Época: O novo Código é mais justo?

Lídia: Definitivamente, não. Há uma tendência a privilegiar quem promoveu degradação irregular em detrimento de quem preservou. Um exemplo claro está na dispensa de reserva legal para as pequenas propriedades rurais (que podem chegar, na Amazônia, a cerca de 400 hectares, equivalente a 4 milhões de metros quadrados). Nessas propriedades, quem tinha remanescentes florestais em 22 de julho de 2008 deve cadastrá-los como reserva legal. Mas não há exigência para quem desmatou tudo. Outro exemplo: o estabelecimento de faixas diferenciadas de recuperação de florestas em APPs de margem de rios em função do tamanho da propriedade. Trata-se de uma diretriz completamente desprovida de base científica que, na prática, vai dificultar ou impedir que tais áreas – que são muito importantes – cumpram efetivamente suas funções ecológicas. Por sinal, nesse contexto foram estabelecidas grandes injustiças na nova lei a começar contra aqueles que cumpriram a lei anterior. Também contra os pequenos produtores que não terão condições de se sustentar em pouco espaço de tempo – seja pela diminuição da produtividade seja pela falta de apoio financeiro.

Época: O novo Código é mais ou menos permissivo do que a legislação federal em vigor até então?

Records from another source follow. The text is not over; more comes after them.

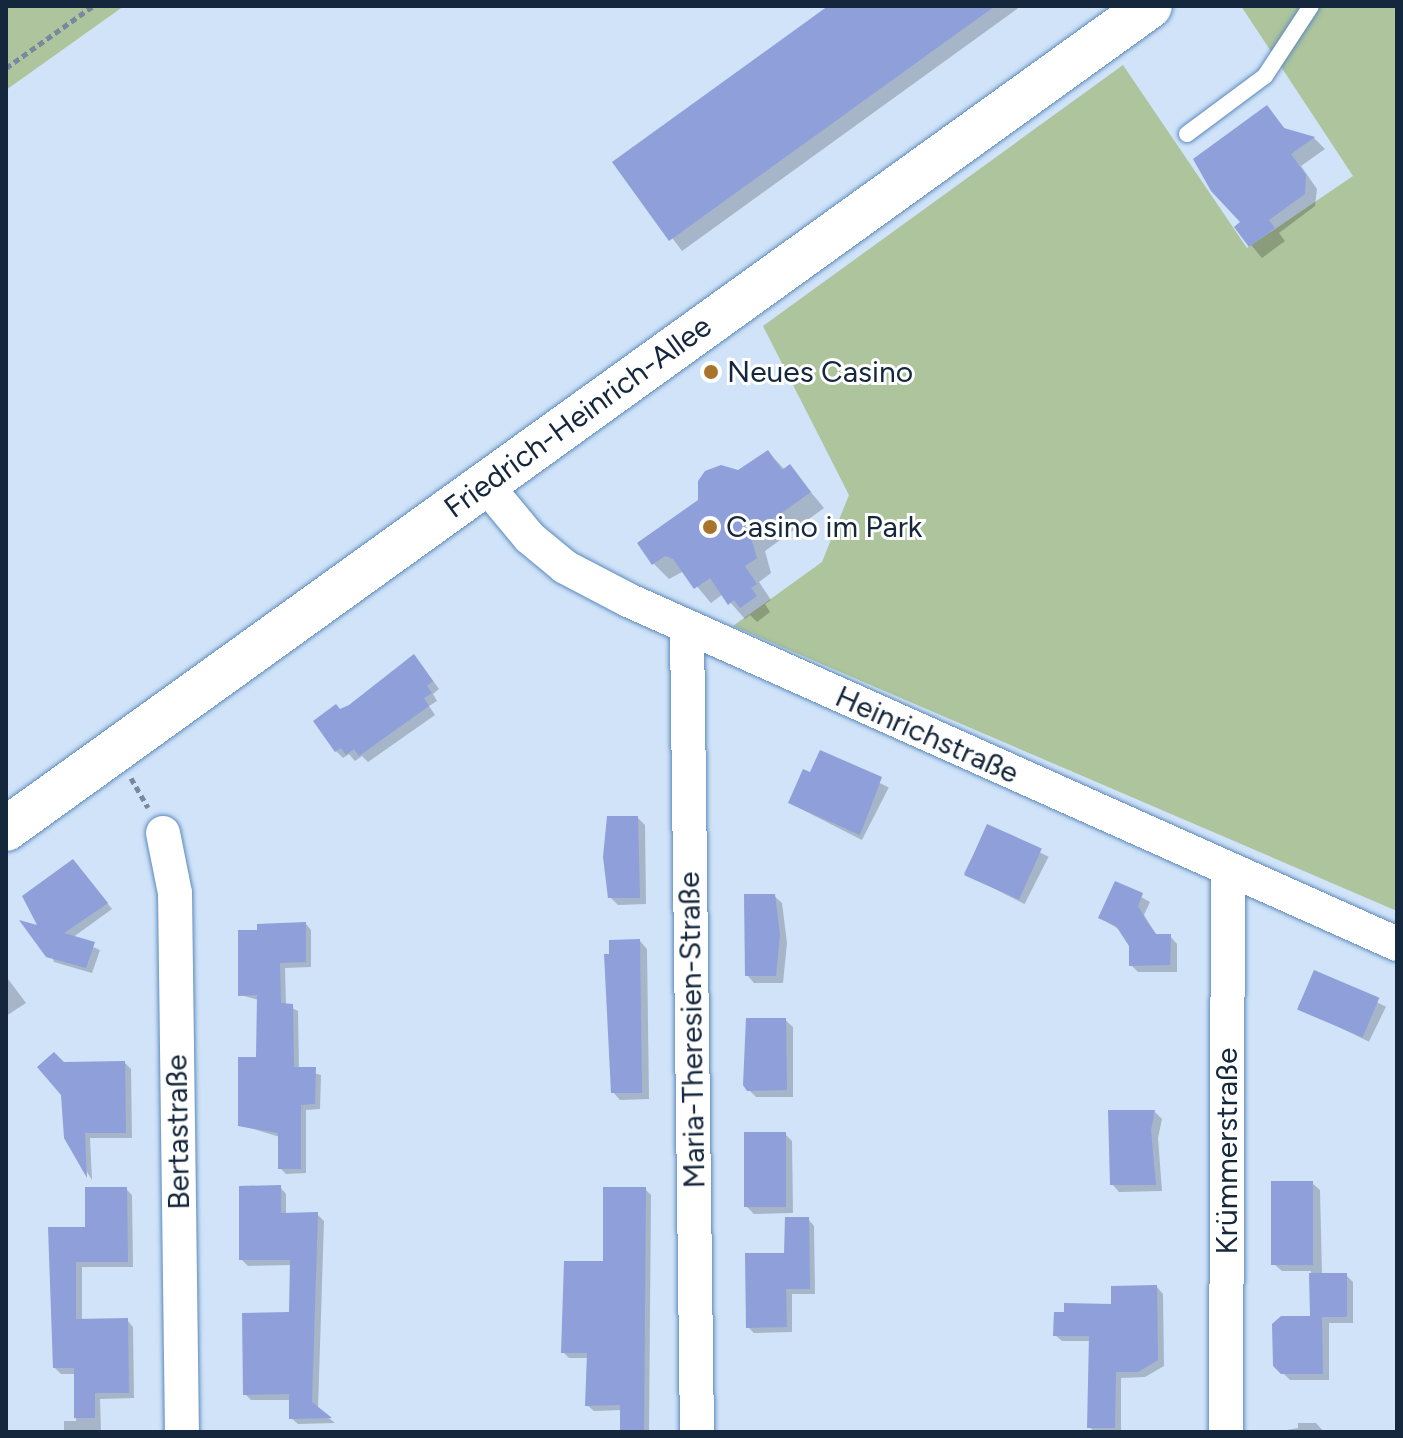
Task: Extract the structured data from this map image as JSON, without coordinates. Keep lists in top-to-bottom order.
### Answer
{
  "streets": {
    "main road": ["Friedrich-Heinrich-Allee"],
    "street": [
      "Heinrichstraße",
      "Maria-Theresien-Straße",
      "Bertastraße",
      "Krümmerstraße"
    ]
  },
  "crossings": [
    ["Friedrich-Heinrich-Allee", "Heinrichstraße"],
    ["Heinrichstraße", "Maria-Theresien-Straße"],
    ["Heinrichstraße", "Krümmerstraße"]
  ],
  "places": ["Neues Casino", "Casino im Park"]
}
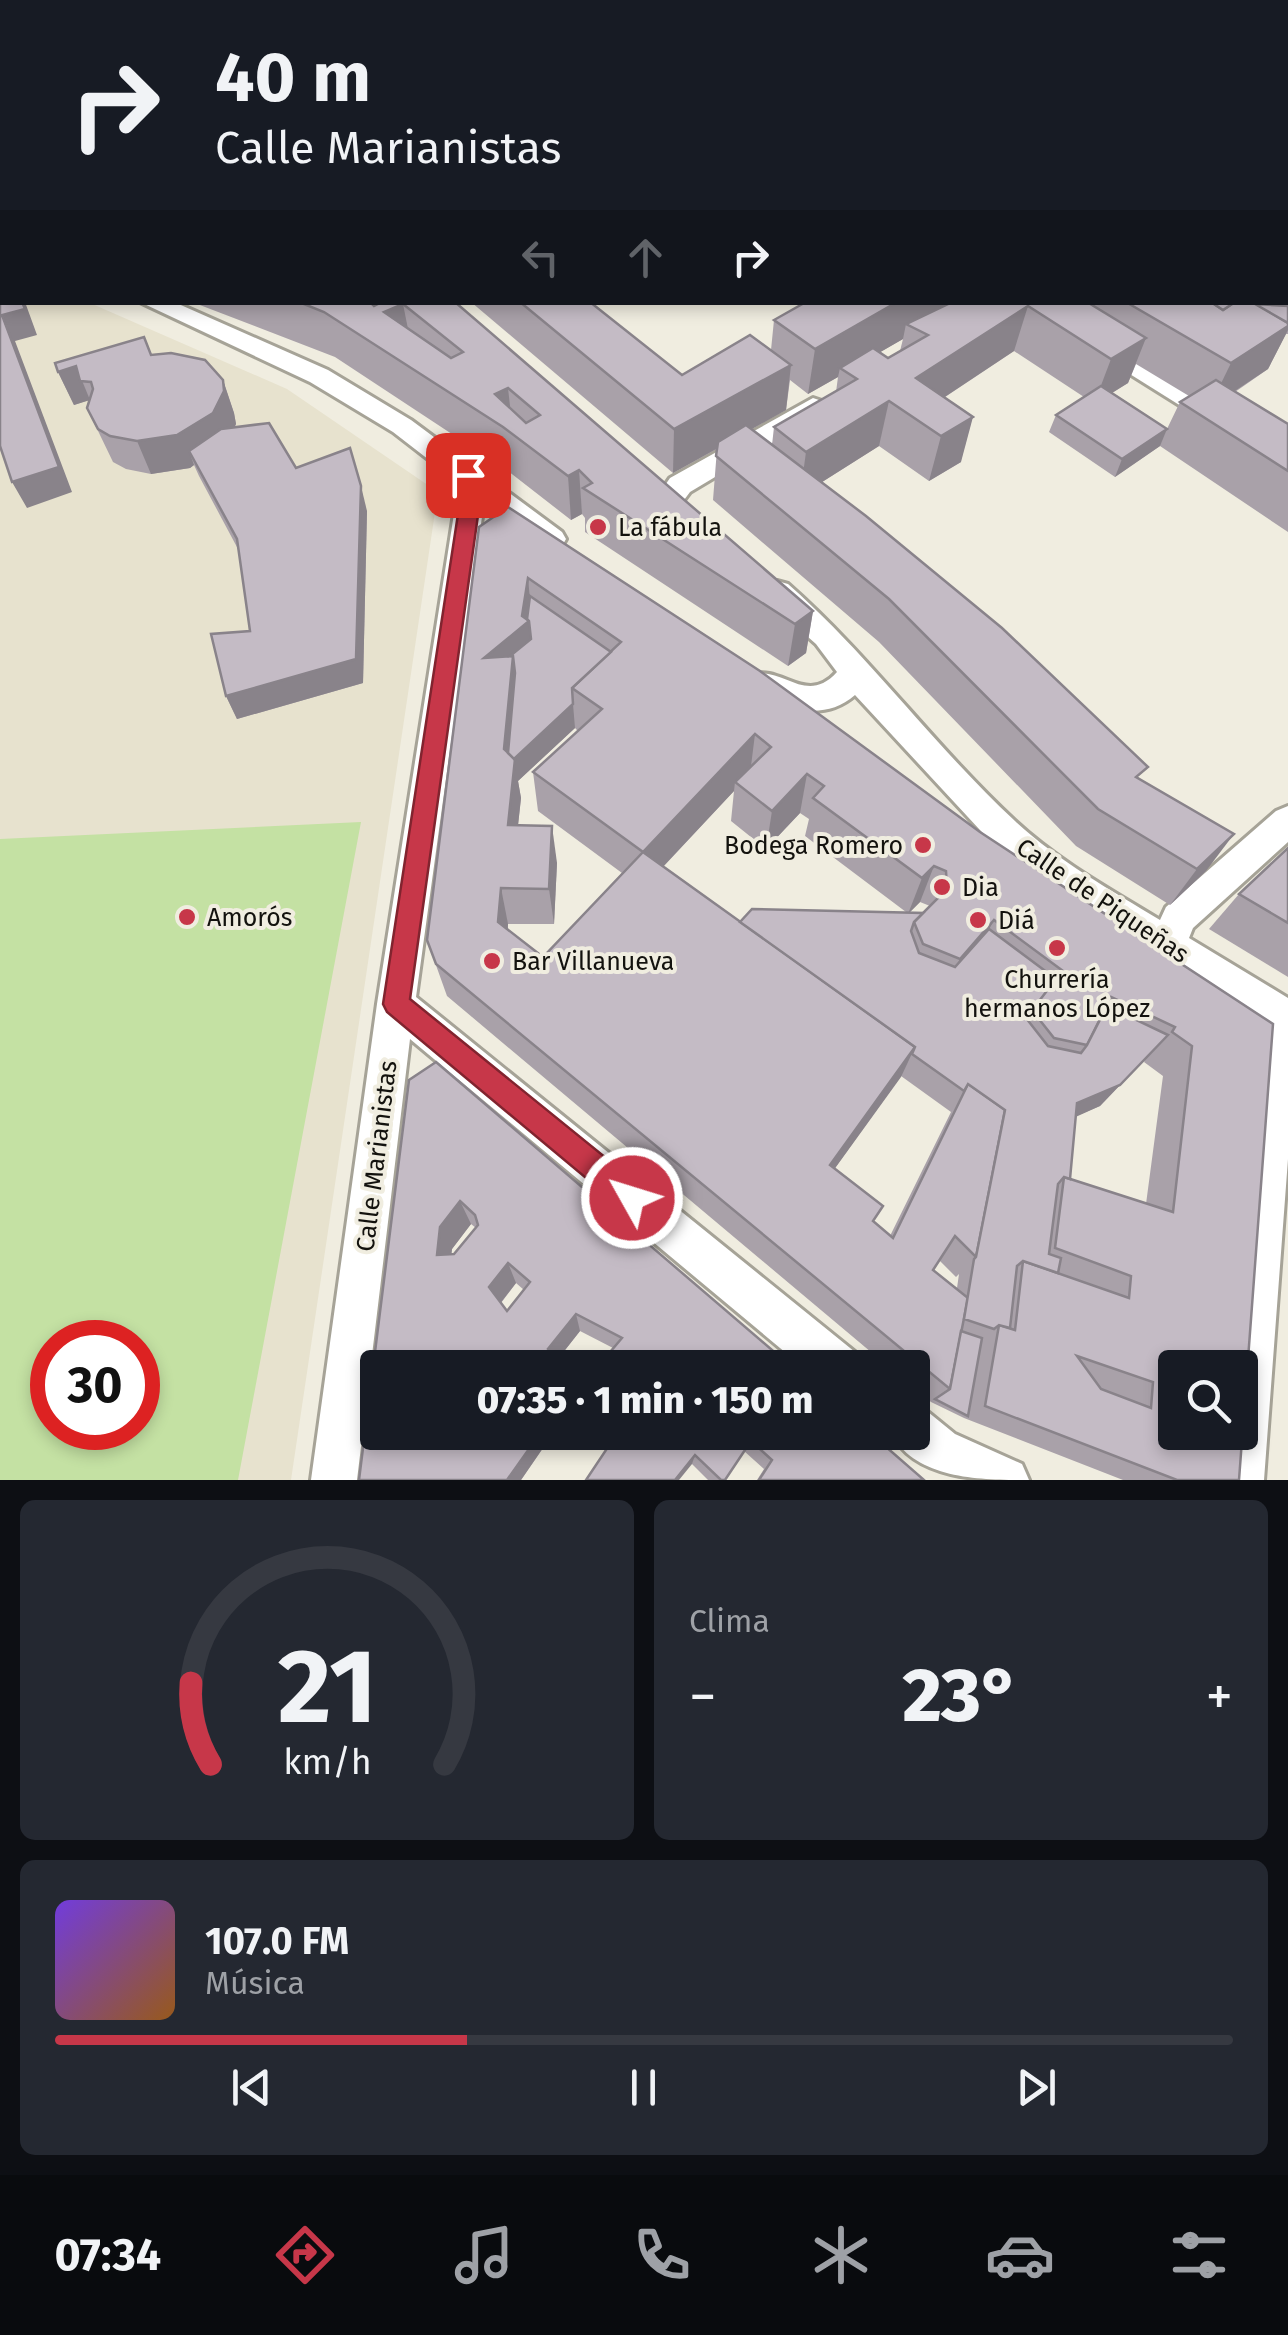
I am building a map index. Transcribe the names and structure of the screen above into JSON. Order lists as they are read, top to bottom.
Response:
{
  "streets": {
    "street": ["Calle de Piqueñas", "Calle Marianistas"]
  },
  "places": [
    "La fábula",
    "Bodega Romero",
    "Dia",
    "Amorós",
    "Diá",
    "Churrería hermanos López",
    "Bar Villanueva"
  ],
  "page": {
    "turn": ["40 m", "Calle Marianistas"],
    "limit": "30",
    "trip": "07:35 · 1 min · 150 m",
    "tile": "Clima",
    "heat": ["−", "23°", "+"],
    "song": ["107.0 FM", "Música"],
    "tabs": "07:34",
    "gauge": ["21", "km/h"]
  }
}
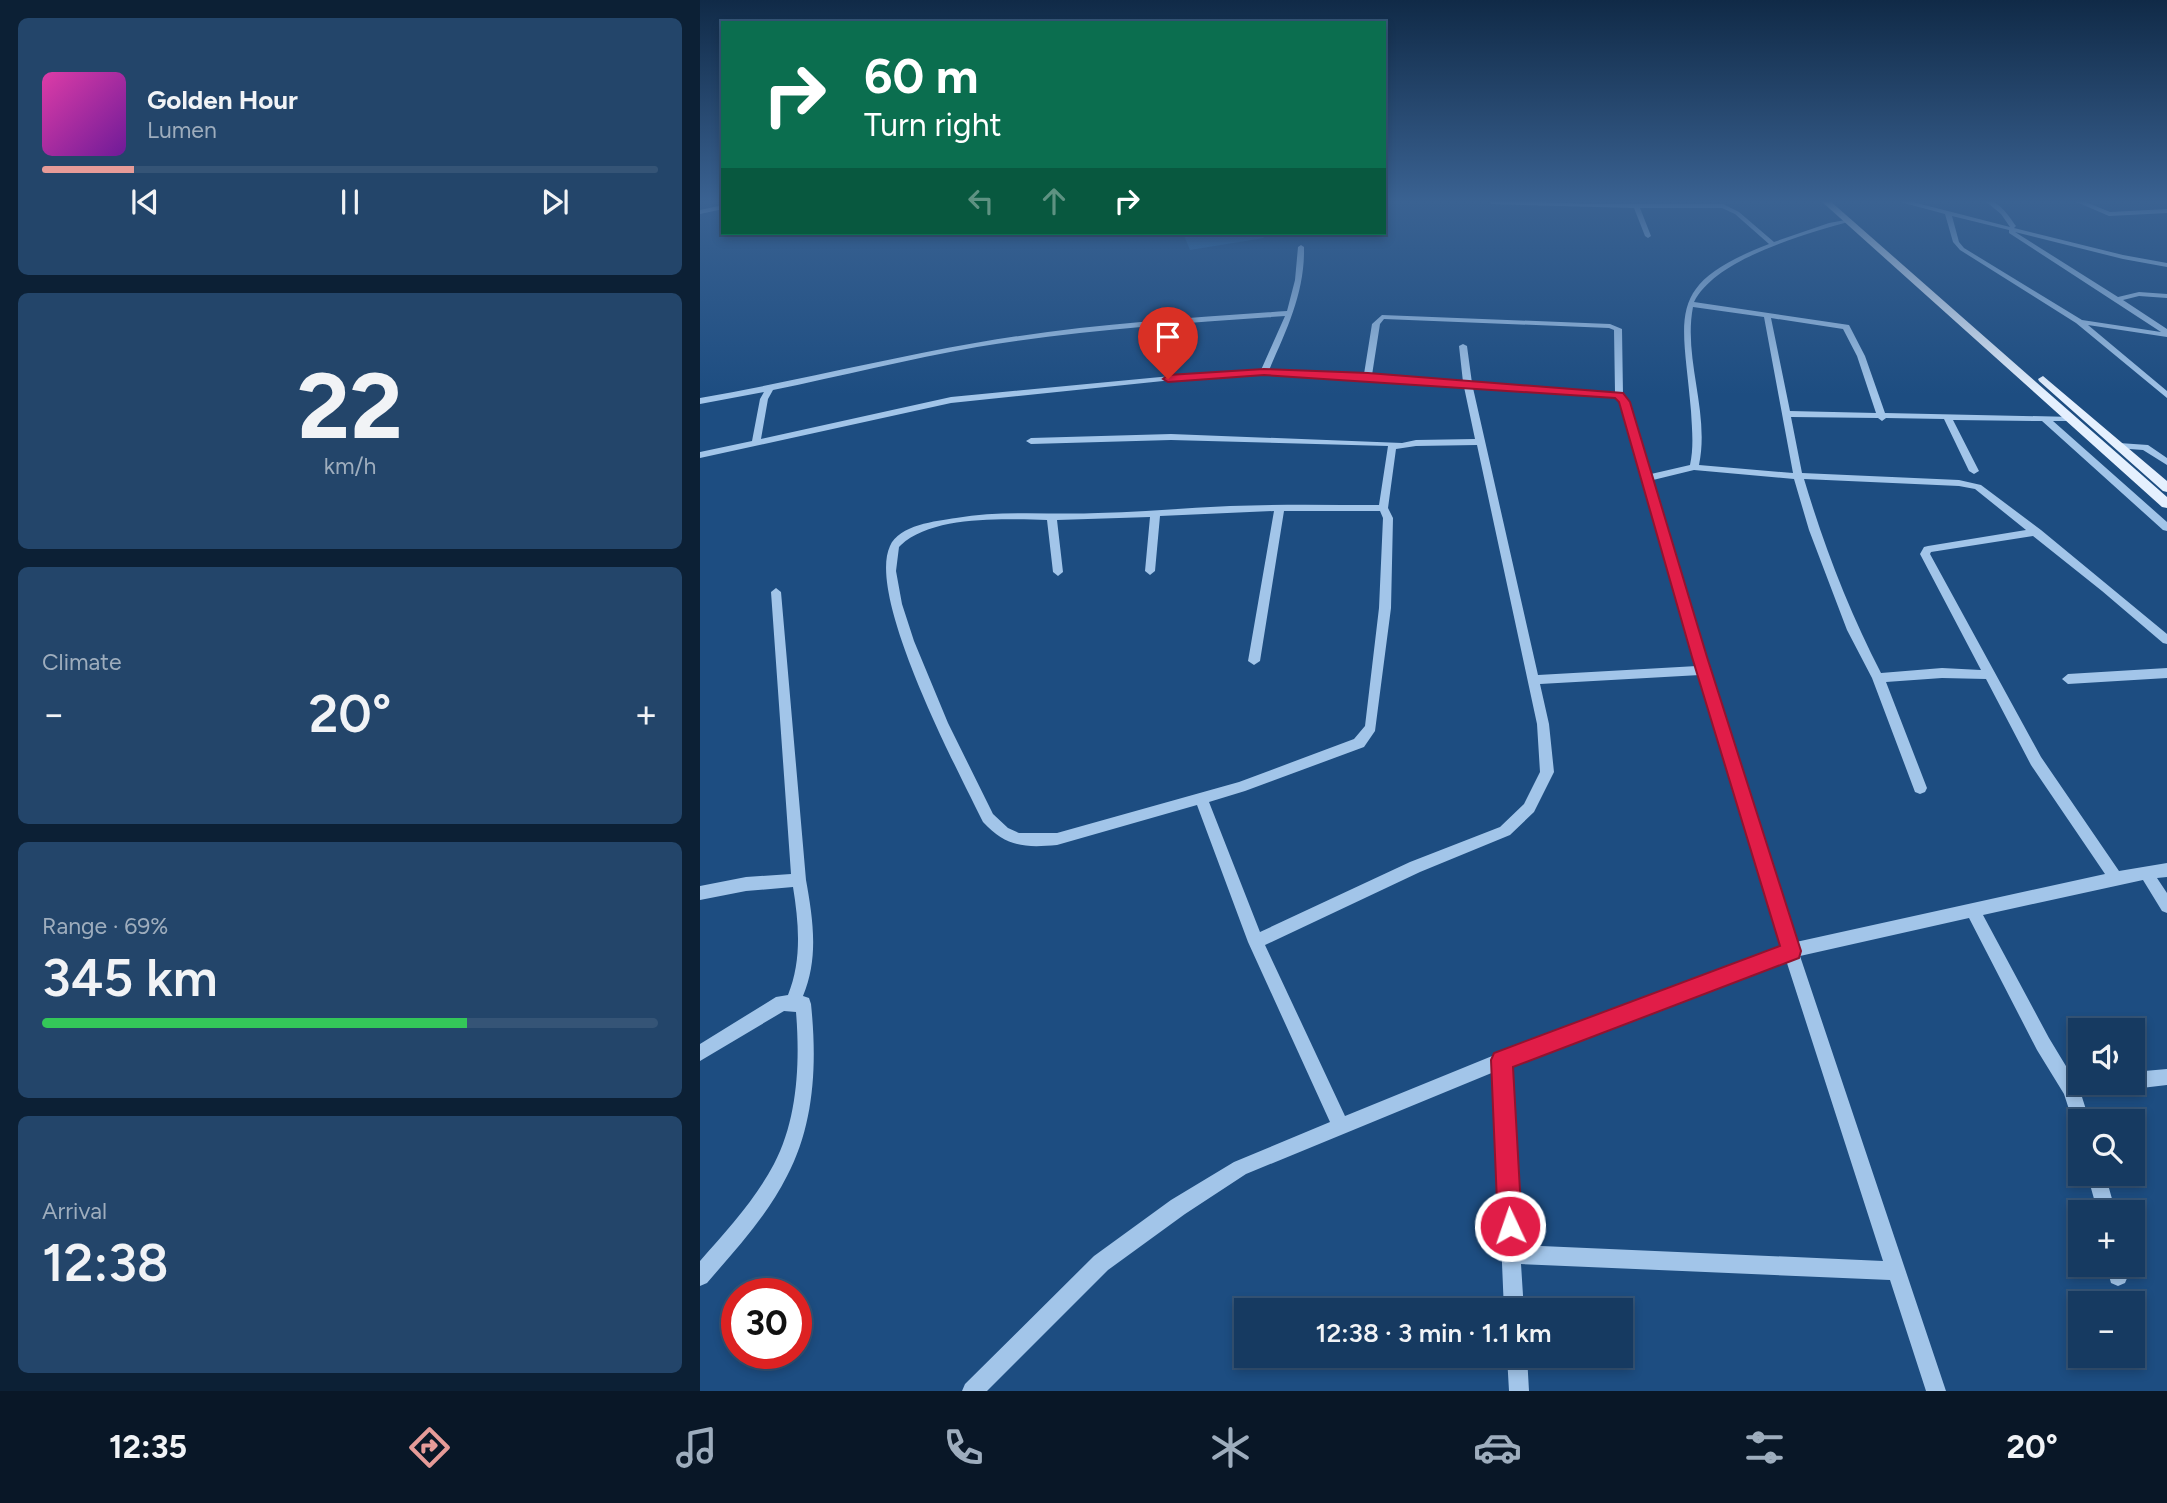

Lídia: Sem dúvida, mais permissivo. Com a nova lei é possível a intervenção em APPs de rios e reservatórios artificiais de águas em dezenas de situações que pela lei anterior não era possível como, por exemplo, implantação de ruas de loteamento e aterros sanitários e locais para reciclagem de resíduos sólidos, a construção de quadras esportivas, locais de atividades de lazer e até mesmo espaços para shows ao vivo. A proteção da vegetação de morros e montanhas também está muito menos rigorosa que na lei anterior. Hoje é possível o plantio de eucaliptos e pinus em áreas destinas à proteção das encostas contra deslizamentos e à proteção de nascentes d’águas perenes e intermitentes. Como já dito anteriormente, o falso argumento da manutenção de atividades agrícolas tradicionais em morros era, na verdade, o pesado lobby do setor da silvicultura voltada à produção de celulose buscando áreas mais baratas para o plantio.